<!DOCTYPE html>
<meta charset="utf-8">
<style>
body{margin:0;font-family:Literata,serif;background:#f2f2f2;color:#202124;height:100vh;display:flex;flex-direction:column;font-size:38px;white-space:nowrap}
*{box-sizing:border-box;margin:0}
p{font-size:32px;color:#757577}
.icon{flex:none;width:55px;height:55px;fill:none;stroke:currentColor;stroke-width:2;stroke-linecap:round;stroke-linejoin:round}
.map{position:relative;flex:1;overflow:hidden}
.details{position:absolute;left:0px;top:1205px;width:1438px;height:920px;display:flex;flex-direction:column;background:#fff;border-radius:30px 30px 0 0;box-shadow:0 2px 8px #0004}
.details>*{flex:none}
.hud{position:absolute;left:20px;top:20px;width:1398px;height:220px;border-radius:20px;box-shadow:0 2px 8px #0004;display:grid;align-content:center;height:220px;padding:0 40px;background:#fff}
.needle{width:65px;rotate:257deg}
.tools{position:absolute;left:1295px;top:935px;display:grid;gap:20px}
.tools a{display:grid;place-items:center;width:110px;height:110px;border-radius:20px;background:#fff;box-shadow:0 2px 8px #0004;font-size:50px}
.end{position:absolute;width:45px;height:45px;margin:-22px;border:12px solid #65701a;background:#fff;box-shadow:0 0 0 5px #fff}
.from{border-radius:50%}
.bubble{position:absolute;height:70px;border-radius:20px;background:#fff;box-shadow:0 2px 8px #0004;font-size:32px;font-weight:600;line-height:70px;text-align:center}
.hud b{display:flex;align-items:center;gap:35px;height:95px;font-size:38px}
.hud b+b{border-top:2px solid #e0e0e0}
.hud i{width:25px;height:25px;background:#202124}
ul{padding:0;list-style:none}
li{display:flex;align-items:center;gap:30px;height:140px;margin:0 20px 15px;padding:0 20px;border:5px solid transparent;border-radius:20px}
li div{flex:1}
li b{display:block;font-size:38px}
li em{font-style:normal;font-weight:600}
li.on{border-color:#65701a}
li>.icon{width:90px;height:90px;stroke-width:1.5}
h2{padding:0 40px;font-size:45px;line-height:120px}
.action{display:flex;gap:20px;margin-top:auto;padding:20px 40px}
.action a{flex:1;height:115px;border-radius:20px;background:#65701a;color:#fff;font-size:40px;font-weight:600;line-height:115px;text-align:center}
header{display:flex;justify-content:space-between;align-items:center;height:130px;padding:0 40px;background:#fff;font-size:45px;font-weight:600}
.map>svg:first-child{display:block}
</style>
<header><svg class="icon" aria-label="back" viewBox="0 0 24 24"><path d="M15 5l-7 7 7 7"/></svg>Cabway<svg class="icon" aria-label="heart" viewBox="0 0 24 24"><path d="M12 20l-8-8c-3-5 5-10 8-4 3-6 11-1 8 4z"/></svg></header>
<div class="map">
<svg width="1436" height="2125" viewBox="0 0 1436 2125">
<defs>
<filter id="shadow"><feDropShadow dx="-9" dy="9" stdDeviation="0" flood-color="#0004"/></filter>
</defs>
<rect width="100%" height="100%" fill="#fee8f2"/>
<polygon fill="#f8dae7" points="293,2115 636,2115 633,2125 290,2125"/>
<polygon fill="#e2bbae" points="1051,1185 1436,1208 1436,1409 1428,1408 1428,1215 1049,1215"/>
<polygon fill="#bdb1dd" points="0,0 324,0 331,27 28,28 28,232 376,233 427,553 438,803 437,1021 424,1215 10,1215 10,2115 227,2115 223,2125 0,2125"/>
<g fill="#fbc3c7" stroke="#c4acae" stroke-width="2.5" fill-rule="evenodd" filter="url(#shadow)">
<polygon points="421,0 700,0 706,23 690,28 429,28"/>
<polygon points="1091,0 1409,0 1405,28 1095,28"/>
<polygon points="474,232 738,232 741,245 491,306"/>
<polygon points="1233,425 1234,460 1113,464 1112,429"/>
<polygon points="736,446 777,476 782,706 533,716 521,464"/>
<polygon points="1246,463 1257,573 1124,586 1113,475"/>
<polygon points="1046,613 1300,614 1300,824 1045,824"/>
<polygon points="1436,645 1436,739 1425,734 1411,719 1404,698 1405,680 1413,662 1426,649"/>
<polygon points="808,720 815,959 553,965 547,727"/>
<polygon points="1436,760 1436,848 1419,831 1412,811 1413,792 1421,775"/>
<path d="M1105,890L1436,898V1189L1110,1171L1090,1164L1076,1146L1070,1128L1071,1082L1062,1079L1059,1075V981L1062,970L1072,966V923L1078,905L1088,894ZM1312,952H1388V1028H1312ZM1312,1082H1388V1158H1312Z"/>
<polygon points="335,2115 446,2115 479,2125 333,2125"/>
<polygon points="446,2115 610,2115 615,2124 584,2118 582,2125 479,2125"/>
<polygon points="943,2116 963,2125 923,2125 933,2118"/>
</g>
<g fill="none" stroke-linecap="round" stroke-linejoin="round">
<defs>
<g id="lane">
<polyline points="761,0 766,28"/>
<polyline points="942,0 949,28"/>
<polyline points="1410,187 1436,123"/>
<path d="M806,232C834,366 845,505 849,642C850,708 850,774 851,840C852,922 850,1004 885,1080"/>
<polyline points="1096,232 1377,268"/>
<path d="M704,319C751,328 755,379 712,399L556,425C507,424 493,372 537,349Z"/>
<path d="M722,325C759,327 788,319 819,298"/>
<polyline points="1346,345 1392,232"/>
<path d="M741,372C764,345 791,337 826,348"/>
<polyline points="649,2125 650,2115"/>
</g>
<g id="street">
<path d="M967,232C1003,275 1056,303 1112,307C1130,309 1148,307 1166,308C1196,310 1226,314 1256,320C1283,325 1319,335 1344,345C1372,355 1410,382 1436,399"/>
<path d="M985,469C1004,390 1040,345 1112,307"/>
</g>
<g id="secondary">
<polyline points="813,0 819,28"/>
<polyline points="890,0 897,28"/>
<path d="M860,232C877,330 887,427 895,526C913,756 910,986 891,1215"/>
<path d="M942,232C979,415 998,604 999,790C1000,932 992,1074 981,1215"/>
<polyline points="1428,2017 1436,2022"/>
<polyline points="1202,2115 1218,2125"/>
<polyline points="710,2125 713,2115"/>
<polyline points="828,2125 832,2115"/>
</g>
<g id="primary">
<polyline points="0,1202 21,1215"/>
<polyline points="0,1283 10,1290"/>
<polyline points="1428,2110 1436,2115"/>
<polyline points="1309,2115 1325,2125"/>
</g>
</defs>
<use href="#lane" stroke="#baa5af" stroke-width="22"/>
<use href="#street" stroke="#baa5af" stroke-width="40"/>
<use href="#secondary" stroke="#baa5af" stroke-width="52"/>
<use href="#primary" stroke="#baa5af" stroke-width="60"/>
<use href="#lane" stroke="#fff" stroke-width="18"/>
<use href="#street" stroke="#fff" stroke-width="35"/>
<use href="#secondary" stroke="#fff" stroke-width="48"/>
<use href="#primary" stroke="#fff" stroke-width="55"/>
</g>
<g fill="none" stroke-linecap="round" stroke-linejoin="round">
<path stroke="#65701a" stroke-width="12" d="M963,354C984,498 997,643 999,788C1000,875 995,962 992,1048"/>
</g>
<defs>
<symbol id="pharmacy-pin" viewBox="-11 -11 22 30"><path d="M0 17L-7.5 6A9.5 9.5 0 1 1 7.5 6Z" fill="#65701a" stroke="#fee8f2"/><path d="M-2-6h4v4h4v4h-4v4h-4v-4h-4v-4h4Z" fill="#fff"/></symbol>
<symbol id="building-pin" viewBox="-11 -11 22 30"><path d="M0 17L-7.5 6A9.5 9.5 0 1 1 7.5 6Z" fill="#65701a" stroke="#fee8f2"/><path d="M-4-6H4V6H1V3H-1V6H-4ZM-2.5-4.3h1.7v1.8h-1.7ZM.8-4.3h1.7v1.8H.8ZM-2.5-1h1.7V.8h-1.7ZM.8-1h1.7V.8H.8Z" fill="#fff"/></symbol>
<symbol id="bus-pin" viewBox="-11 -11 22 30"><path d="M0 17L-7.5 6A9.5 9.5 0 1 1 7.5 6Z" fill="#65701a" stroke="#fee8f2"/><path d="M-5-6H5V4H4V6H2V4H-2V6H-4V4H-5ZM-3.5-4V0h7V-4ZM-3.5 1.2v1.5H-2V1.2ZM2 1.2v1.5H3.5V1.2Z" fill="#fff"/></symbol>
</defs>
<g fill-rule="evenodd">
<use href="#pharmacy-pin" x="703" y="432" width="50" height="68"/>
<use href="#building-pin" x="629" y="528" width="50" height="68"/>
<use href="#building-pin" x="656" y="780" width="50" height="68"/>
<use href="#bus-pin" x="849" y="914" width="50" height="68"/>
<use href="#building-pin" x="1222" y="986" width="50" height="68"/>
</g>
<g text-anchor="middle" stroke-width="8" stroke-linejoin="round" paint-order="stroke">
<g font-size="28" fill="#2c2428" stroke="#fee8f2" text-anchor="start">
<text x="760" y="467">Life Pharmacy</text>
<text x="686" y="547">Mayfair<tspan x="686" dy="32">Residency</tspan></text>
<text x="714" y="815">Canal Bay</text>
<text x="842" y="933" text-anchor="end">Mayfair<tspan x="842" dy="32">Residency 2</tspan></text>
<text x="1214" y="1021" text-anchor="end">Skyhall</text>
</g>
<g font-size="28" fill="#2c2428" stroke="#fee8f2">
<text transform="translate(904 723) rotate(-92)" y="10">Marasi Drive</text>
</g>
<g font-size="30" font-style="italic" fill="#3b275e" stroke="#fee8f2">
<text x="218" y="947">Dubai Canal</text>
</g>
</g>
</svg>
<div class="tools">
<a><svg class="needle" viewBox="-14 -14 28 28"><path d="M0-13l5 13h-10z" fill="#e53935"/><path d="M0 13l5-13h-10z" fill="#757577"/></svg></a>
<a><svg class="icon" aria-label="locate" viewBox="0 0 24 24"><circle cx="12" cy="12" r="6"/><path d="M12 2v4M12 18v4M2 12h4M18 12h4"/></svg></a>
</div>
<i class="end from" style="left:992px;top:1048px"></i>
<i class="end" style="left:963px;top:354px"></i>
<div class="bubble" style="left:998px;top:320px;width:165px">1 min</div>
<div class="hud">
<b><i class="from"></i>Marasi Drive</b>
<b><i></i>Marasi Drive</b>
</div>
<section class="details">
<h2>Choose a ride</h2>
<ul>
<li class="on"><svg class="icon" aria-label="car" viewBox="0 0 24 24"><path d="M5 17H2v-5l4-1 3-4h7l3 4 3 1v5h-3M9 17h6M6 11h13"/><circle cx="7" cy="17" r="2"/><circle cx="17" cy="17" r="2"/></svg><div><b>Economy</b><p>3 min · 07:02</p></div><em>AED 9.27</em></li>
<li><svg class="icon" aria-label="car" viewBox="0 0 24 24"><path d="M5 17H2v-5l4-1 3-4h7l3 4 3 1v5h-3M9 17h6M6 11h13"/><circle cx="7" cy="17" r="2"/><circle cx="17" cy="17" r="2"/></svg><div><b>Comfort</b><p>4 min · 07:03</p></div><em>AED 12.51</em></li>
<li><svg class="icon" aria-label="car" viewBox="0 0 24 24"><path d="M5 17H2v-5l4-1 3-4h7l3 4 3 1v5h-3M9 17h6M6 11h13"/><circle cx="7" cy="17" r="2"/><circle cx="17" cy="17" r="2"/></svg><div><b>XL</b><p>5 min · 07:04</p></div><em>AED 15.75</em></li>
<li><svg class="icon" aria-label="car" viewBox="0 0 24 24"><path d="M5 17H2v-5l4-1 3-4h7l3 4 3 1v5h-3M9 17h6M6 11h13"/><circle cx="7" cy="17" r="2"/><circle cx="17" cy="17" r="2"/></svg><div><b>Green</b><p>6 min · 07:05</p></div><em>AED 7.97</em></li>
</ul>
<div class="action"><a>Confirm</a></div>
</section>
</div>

......

> [Try it]: Calculate how many lines of the material include the string "tools", and state that number by itself.

> [Task output]: 3